WORK TASK: Could you reproduce the lines below from the one with "Map reading. Serialize" through the one with "For a GIS import: Parse"? Keep both ends and add nothing.

━━ RECORDS

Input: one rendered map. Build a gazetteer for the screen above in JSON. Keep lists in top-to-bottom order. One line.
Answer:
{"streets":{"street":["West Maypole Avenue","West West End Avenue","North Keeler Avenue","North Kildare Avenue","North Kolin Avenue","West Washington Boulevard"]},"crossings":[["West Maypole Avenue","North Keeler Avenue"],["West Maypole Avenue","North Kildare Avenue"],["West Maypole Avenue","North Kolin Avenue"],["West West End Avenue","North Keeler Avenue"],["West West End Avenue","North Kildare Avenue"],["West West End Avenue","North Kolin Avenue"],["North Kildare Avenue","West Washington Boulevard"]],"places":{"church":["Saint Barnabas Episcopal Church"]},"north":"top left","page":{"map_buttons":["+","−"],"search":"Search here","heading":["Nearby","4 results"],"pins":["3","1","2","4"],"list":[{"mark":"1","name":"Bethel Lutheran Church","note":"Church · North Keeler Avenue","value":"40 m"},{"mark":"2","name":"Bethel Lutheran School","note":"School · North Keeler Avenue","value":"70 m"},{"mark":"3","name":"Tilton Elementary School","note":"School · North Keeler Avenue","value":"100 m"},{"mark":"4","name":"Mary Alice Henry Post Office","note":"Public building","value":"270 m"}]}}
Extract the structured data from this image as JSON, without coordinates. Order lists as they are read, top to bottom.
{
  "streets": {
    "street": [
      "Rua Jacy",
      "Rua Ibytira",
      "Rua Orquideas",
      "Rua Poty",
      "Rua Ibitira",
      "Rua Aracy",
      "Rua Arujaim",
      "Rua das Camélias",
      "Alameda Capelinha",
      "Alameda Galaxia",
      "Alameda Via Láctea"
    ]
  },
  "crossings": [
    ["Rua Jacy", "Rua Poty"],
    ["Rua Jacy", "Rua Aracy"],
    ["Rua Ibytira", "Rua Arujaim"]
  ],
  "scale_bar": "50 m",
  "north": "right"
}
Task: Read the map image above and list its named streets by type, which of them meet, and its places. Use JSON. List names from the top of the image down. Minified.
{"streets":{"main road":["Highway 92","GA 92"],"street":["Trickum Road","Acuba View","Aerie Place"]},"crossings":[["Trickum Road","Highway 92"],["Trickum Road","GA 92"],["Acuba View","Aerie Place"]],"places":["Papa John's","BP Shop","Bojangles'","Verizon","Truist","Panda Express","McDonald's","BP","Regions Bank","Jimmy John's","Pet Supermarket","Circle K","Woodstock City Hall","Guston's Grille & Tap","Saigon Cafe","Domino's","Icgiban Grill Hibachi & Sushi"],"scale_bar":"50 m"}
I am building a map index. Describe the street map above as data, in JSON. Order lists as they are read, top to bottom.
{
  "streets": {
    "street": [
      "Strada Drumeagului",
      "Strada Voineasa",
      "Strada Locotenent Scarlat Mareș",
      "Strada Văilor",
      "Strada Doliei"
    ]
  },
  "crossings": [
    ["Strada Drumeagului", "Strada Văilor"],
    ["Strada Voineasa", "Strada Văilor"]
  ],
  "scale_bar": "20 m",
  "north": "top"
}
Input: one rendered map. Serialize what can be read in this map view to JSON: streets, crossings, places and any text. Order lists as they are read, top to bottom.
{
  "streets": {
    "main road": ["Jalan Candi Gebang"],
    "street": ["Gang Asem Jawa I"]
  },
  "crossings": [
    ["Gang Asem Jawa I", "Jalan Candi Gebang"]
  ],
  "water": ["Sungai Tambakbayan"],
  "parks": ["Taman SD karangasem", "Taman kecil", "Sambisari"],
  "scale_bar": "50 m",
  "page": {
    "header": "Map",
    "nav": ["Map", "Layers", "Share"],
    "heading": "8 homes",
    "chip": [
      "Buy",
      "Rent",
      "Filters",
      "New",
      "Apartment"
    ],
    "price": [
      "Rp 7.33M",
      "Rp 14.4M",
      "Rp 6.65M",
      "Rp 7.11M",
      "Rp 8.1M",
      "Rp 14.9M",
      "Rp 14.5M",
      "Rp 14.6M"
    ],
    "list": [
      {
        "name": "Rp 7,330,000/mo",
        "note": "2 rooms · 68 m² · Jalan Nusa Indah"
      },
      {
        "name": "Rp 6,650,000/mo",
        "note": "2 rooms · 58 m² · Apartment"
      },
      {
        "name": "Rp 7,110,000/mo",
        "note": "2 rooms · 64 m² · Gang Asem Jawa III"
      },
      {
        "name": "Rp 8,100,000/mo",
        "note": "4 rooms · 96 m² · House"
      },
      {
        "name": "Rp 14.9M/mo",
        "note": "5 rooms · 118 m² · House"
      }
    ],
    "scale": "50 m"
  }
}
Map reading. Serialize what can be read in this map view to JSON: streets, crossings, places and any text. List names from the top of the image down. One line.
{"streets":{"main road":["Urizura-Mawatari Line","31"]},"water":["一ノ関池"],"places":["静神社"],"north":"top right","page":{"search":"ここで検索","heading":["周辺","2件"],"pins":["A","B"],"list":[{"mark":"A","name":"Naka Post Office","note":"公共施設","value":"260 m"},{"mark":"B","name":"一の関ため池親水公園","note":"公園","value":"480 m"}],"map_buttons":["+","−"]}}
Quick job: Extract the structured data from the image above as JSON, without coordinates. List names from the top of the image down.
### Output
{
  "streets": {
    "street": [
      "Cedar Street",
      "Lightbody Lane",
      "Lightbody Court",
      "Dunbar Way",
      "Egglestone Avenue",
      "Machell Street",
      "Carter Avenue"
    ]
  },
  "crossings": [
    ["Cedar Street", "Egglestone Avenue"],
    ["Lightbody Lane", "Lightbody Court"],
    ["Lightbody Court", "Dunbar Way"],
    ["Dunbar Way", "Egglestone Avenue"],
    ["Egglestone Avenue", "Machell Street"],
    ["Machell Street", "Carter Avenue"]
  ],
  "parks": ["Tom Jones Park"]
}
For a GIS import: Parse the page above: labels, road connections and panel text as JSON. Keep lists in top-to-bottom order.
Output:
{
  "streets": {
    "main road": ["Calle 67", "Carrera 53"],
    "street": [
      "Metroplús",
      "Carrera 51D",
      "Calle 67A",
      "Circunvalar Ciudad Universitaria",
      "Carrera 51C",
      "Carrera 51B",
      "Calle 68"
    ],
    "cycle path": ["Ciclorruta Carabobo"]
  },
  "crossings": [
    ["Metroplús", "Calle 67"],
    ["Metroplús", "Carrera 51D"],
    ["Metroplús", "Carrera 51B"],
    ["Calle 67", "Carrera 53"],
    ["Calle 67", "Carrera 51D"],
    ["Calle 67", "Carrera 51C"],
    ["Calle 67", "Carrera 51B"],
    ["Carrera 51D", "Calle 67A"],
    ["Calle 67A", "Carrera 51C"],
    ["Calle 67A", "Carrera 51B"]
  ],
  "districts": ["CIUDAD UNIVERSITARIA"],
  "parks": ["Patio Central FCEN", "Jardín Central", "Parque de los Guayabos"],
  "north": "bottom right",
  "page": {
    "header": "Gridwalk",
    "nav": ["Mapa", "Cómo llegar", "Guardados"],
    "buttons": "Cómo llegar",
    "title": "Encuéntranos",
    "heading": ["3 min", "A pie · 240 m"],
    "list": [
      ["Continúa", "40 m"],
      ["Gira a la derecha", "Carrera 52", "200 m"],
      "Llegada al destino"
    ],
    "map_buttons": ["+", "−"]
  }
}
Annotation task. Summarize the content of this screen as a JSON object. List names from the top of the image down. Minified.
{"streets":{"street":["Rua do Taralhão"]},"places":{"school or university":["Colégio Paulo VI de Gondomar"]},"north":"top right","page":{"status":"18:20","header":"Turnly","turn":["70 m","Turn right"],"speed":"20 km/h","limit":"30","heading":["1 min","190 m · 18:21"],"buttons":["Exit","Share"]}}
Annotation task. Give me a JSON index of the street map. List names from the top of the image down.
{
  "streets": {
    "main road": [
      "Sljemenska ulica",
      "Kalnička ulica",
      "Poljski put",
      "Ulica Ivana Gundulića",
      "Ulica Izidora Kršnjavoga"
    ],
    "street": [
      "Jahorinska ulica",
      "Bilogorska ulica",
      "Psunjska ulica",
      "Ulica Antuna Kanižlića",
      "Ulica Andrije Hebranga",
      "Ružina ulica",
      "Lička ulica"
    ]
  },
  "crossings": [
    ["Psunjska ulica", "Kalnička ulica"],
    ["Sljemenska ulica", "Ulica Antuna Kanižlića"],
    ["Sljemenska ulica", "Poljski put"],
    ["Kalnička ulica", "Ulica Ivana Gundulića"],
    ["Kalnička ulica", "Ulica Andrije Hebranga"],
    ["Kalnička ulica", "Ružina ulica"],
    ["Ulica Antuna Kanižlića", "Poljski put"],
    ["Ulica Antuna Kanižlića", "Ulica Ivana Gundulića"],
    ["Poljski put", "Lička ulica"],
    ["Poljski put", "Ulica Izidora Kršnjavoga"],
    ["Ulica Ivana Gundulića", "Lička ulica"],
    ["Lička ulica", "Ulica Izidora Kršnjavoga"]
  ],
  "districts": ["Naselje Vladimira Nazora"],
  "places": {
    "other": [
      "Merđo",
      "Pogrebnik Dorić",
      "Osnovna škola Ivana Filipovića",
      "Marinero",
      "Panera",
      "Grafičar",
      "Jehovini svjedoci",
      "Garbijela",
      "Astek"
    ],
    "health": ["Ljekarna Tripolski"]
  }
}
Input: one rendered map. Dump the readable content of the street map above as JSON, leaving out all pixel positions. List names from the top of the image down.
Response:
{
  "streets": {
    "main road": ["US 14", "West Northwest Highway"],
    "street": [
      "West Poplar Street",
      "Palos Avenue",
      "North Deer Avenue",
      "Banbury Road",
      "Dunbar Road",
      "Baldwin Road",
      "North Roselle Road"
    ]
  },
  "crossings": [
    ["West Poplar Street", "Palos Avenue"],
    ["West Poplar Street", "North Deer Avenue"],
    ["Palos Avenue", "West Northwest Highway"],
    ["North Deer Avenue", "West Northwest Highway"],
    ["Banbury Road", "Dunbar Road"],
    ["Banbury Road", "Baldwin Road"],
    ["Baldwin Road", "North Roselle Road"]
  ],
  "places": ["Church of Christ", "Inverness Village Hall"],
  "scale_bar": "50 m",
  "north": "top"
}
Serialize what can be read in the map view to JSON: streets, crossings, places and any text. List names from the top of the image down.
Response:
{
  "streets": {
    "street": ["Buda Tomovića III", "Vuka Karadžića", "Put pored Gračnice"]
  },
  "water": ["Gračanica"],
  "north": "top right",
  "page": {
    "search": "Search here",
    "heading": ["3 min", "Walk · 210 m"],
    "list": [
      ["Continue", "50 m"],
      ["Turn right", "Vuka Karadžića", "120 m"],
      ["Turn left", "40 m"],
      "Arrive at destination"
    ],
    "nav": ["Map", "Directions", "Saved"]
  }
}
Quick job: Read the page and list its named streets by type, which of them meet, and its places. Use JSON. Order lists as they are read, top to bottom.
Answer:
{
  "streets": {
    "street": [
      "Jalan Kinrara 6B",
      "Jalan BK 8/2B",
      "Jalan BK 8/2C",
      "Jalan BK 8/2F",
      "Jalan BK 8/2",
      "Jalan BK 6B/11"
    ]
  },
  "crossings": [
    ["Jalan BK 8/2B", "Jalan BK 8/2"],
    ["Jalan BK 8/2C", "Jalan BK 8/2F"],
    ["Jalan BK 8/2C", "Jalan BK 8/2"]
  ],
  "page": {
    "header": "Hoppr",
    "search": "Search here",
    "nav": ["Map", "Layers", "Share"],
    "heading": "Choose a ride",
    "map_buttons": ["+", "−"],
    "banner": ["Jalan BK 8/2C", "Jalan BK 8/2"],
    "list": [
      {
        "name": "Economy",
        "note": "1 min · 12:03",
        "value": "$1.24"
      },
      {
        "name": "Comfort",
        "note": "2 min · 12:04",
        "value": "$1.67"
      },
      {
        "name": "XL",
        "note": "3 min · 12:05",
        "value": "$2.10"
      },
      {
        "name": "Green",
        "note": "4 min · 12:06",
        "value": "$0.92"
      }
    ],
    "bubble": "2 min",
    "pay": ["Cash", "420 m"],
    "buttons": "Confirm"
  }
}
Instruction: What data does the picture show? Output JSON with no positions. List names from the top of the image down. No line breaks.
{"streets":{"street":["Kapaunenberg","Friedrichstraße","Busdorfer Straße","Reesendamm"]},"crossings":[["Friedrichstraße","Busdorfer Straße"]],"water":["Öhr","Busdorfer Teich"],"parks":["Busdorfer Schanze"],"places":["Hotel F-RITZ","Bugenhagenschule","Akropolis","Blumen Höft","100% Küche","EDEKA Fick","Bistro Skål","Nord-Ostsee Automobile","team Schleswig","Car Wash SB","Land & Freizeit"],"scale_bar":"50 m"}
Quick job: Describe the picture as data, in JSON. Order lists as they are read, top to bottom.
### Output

━━━━

OUTPUT FOR THIS TASK:
Map reading. Serialize what can be read in this map view to JSON: streets, crossings, places and any text. List names from the top of the image down. One line.
{"streets":{"main road":["Urizura-Mawatari Line","31"]},"water":["一ノ関池"],"places":["静神社"],"north":"top right","page":{"search":"ここで検索","heading":["周辺","2件"],"pins":["A","B"],"list":[{"mark":"A","name":"Naka Post Office","note":"公共施設","value":"260 m"},{"mark":"B","name":"一の関ため池親水公園","note":"公園","value":"480 m"}],"map_buttons":["+","−"]}}
Quick job: Extract the structured data from the image above as JSON, without coordinates. List names from the top of the image down.
### Output
{
  "streets": {
    "street": [
      "Cedar Street",
      "Lightbody Lane",
      "Lightbody Court",
      "Dunbar Way",
      "Egglestone Avenue",
      "Machell Street",
      "Carter Avenue"
    ]
  },
  "crossings": [
    ["Cedar Street", "Egglestone Avenue"],
    ["Lightbody Lane", "Lightbody Court"],
    ["Lightbody Court", "Dunbar Way"],
    ["Dunbar Way", "Egglestone Avenue"],
    ["Egglestone Avenue", "Machell Street"],
    ["Machell Street", "Carter Avenue"]
  ],
  "parks": ["Tom Jones Park"]
}
For a GIS import: Parse the page above: labels, road connections and panel text as JSON. Keep lists in top-to-bottom order.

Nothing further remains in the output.